■ GOAL OF THE EXERCISE:
Every line of the material below should be output exactly as written, with the images skipped.

■ TASK INPUT:
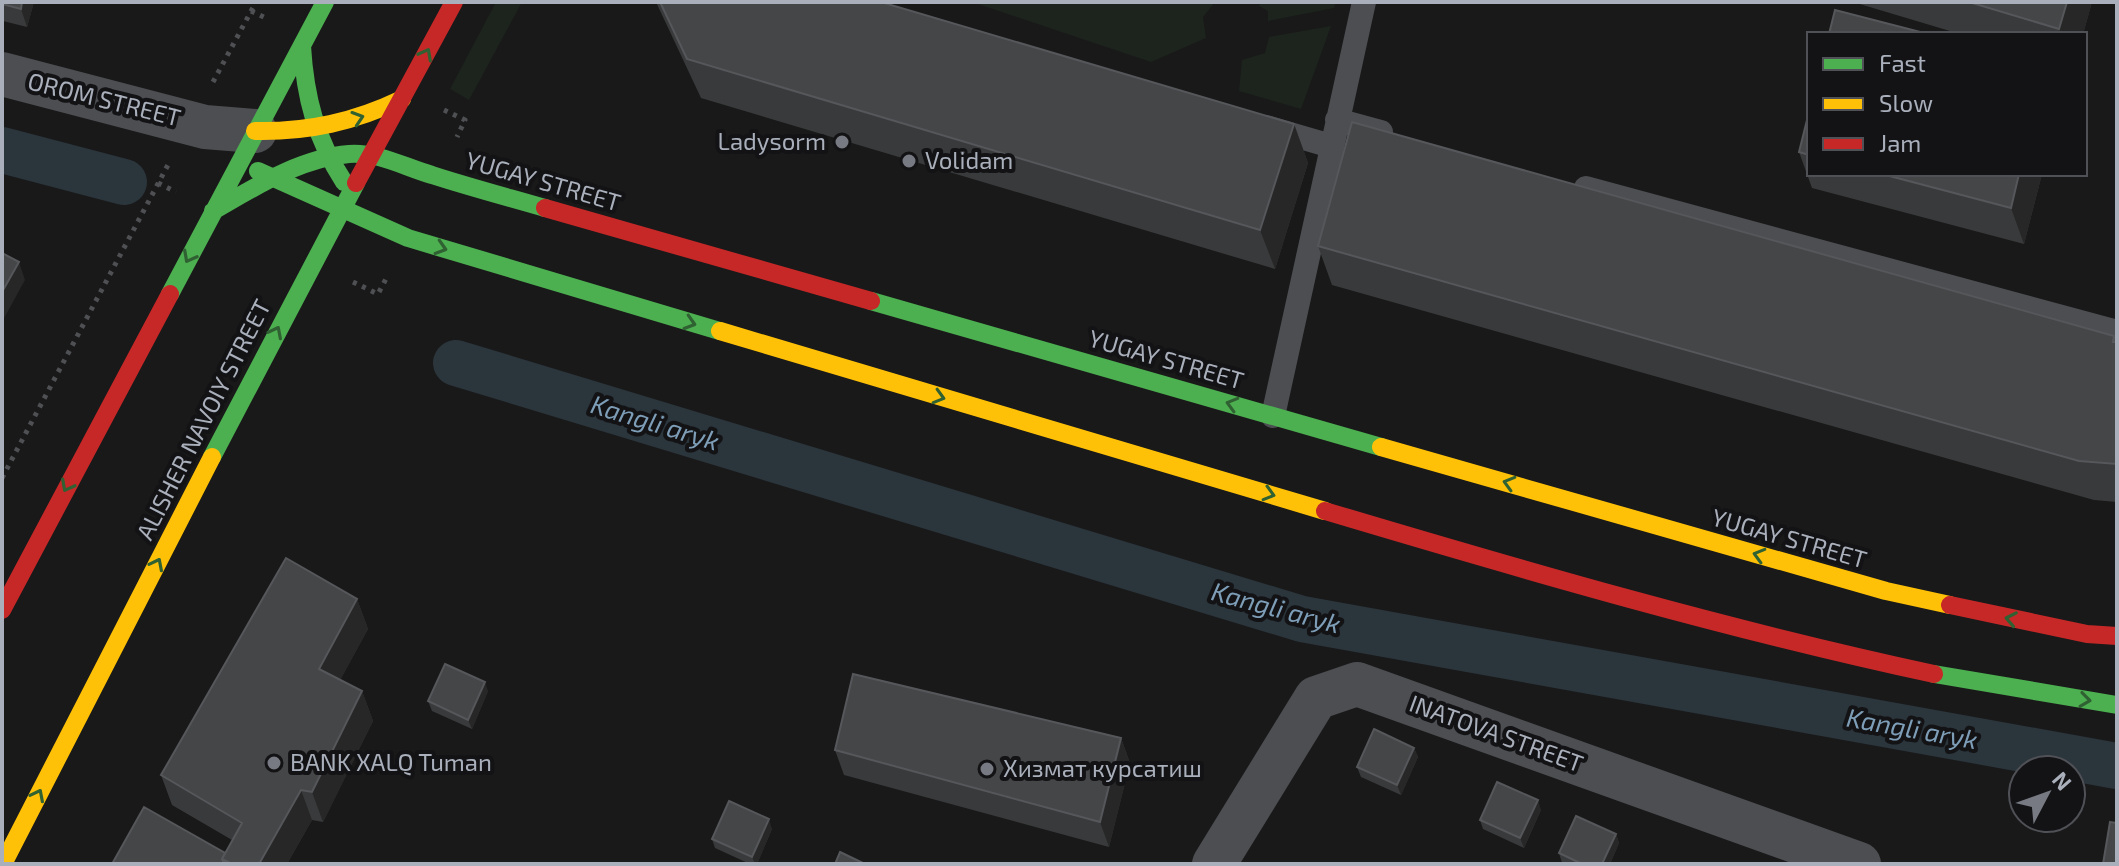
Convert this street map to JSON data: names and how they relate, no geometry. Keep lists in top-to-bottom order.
{
  "streets": {
    "main road": ["YUGAY STREET", "ALISHER NAVOIY STREET"],
    "street": ["OROM STREET", "INATOVA STREET"]
  },
  "crossings": [
    ["OROM STREET", "YUGAY STREET"],
    ["YUGAY STREET", "ALISHER NAVOIY STREET"]
  ],
  "water": ["Kangli aryk"],
  "places": [
    "Ladysorm",
    "Volidam",
    "BANK XALQ Tuman",
    "Хизмат курсатиш"
  ],
  "legend": ["Fast", "Slow", "Jam"],
  "north": "top right"
}
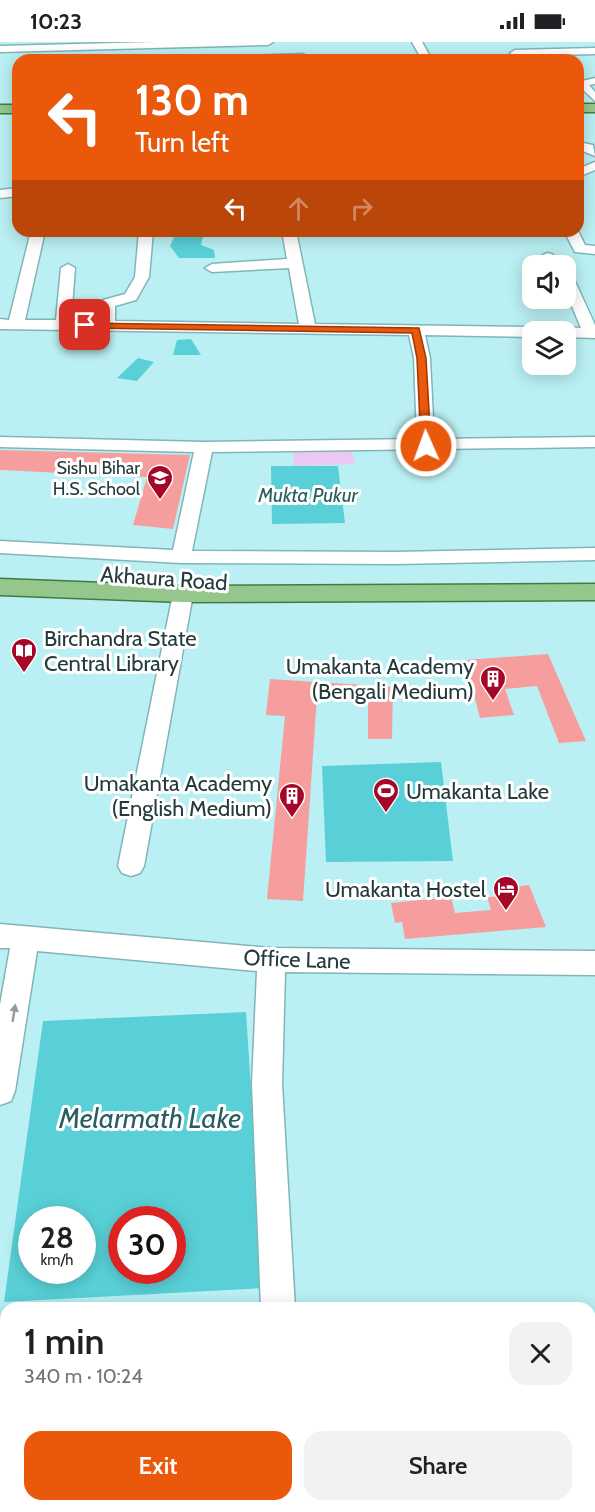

■ RESPONSE TO THE TASK:
Convert this street map to JSON data: names and how they relate, no geometry. Keep lists in top-to-bottom order.
{
  "streets": {
    "main road": ["YUGAY STREET", "ALISHER NAVOIY STREET"],
    "street": ["OROM STREET", "INATOVA STREET"]
  },
  "crossings": [
    ["OROM STREET", "YUGAY STREET"],
    ["YUGAY STREET", "ALISHER NAVOIY STREET"]
  ],
  "water": ["Kangli aryk"],
  "places": [
    "Ladysorm",
    "Volidam",
    "BANK XALQ Tuman",
    "Хизмат курсатиш"
  ],
  "legend": ["Fast", "Slow", "Jam"],
  "north": "top right"
}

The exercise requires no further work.